### TASK BRIEF
Select all lines in the records that include "Instruction".

══════════════════════════════

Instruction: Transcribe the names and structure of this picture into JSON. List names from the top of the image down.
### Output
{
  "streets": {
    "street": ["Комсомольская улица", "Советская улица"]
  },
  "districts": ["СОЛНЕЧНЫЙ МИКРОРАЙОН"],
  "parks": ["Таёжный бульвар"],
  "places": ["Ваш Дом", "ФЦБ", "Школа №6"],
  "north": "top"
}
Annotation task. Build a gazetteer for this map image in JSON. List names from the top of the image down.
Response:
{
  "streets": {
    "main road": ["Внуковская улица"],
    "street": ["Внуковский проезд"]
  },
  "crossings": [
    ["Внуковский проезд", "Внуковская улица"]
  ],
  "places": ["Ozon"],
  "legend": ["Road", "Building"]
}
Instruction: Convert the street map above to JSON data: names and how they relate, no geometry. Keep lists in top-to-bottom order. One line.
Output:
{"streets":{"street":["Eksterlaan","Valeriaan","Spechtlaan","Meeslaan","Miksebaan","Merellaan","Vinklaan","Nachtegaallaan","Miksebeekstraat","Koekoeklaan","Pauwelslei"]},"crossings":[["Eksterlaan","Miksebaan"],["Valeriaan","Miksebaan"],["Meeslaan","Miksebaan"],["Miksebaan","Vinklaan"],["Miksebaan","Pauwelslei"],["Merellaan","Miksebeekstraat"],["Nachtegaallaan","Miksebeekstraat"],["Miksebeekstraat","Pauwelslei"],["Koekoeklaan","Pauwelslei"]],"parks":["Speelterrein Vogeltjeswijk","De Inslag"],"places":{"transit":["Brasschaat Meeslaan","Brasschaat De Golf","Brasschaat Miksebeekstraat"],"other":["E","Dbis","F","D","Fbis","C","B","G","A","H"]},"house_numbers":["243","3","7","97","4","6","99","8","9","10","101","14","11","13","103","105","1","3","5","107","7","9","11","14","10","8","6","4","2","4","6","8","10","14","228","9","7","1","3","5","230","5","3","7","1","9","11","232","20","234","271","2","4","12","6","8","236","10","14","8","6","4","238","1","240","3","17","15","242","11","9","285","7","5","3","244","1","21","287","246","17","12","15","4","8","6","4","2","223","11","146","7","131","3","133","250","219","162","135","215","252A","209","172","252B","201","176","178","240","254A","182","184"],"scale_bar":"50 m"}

══════════════════════════════

### THE COMPLETED TASK
Instruction: Transcribe the names and structure of this picture into JSON. List names from the top of the image down.
Instruction: Convert the street map above to JSON data: names and how they relate, no geometry. Keep lists in top-to-bottom order. One line.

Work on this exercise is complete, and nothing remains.